» TASK INPUT
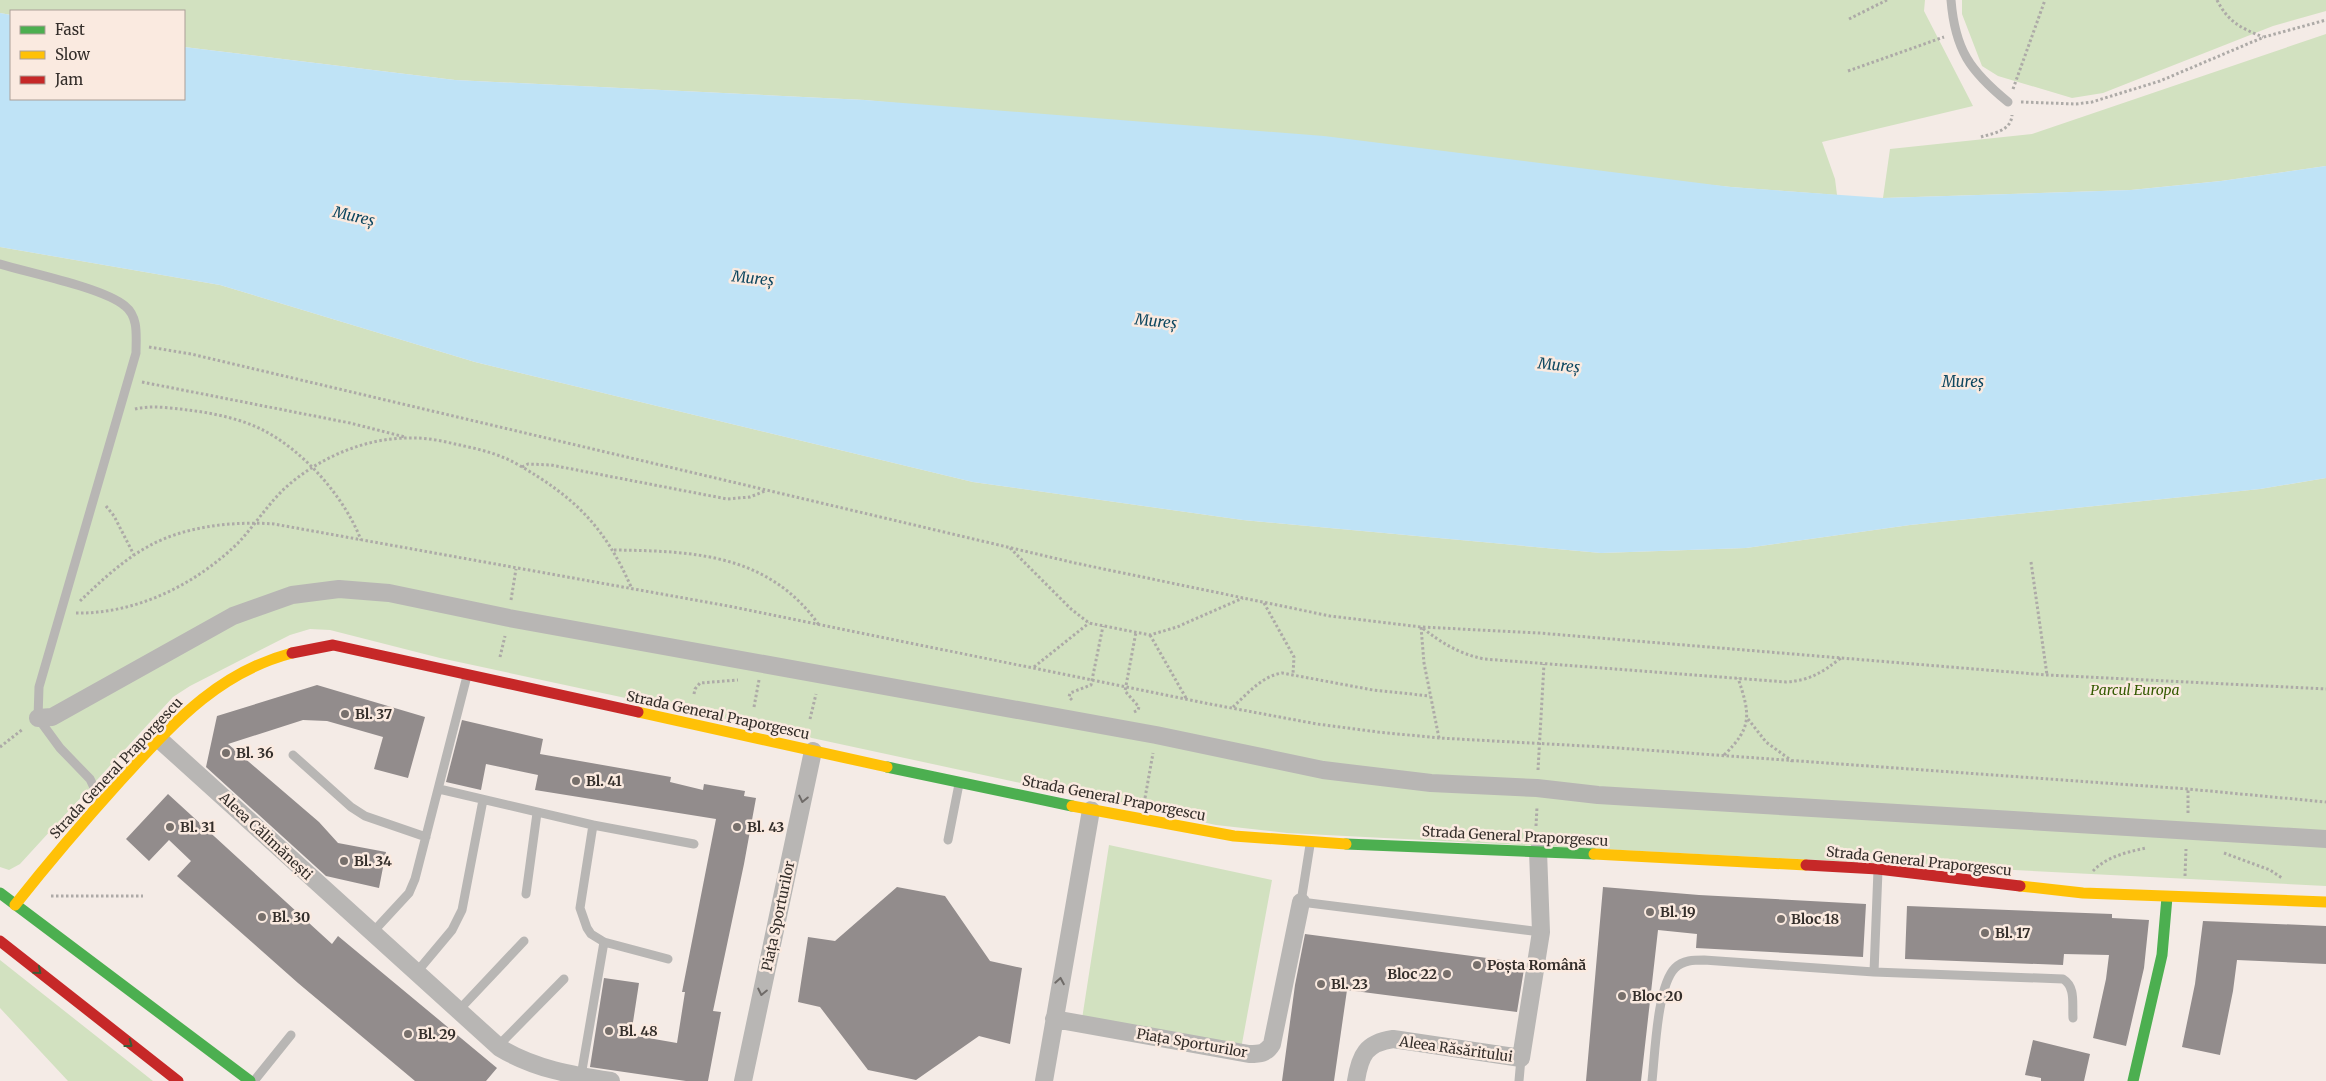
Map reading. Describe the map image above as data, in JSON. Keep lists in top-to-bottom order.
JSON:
{
  "streets": {
    "street": [
      "Strada General Praporgescu",
      "Aleea Călimănești",
      "Piața Sporturilor",
      "Aleea Răsăritului"
    ]
  },
  "crossings": [
    ["Strada General Praporgescu", "Aleea Călimănești"],
    ["Strada General Praporgescu", "Piața Sporturilor"],
    ["Strada General Praporgescu", "Aleea Răsăritului"]
  ],
  "one_way": ["Piața Sporturilor"],
  "water": ["Mureș"],
  "parks": ["Parcul Europa"],
  "places": [
    "Bl. 37",
    "Bl. 36",
    "Bl. 41",
    "Bl. 31",
    "Bl. 43",
    "Bl. 34",
    "Bl. 19",
    "Bl. 30",
    "Bloc 18",
    "Bl. 17",
    "Poșta Română",
    "Bloc 22",
    "Bl. 23",
    "Bloc 20",
    "Bl. 48",
    "Bl. 29"
  ],
  "legend": ["Fast", "Slow", "Jam"]
}
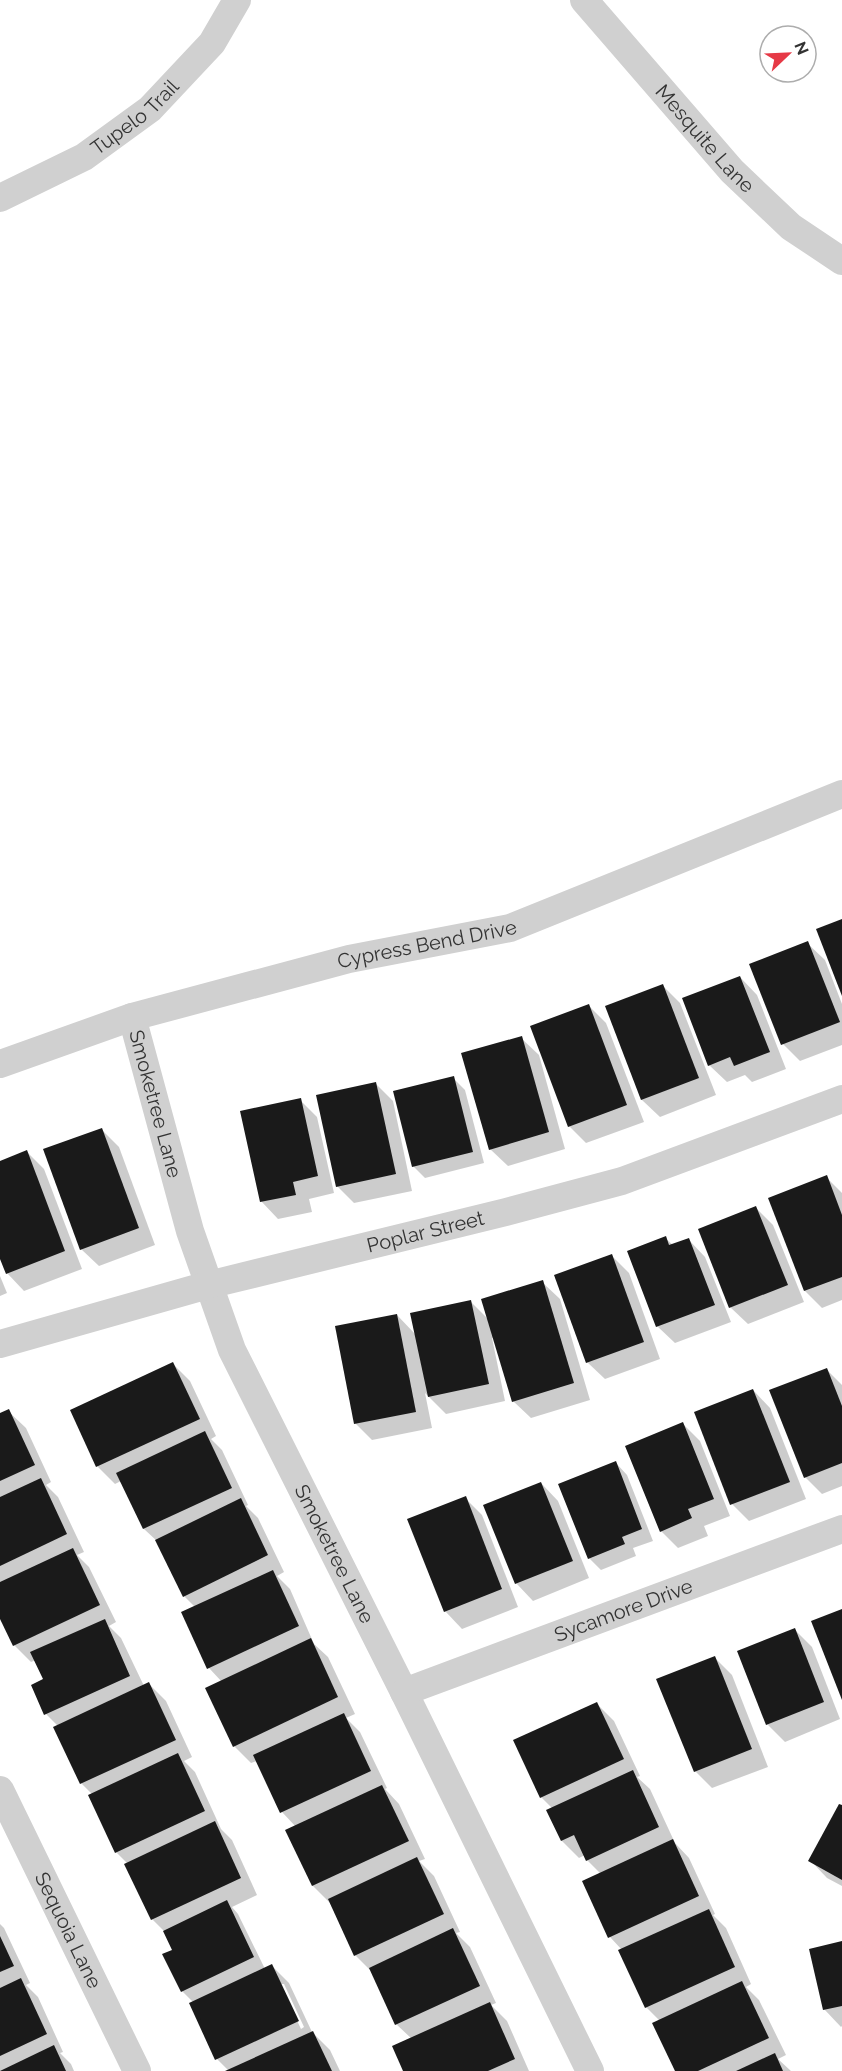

» ASSIGNMENT
Look over the records above, and wherever a line contains the string "Răsăritului", copy that line.

» PROBLEM SOLUTION
      "Aleea Răsăritului"
    ["Strada General Praporgescu", "Aleea Răsăritului"]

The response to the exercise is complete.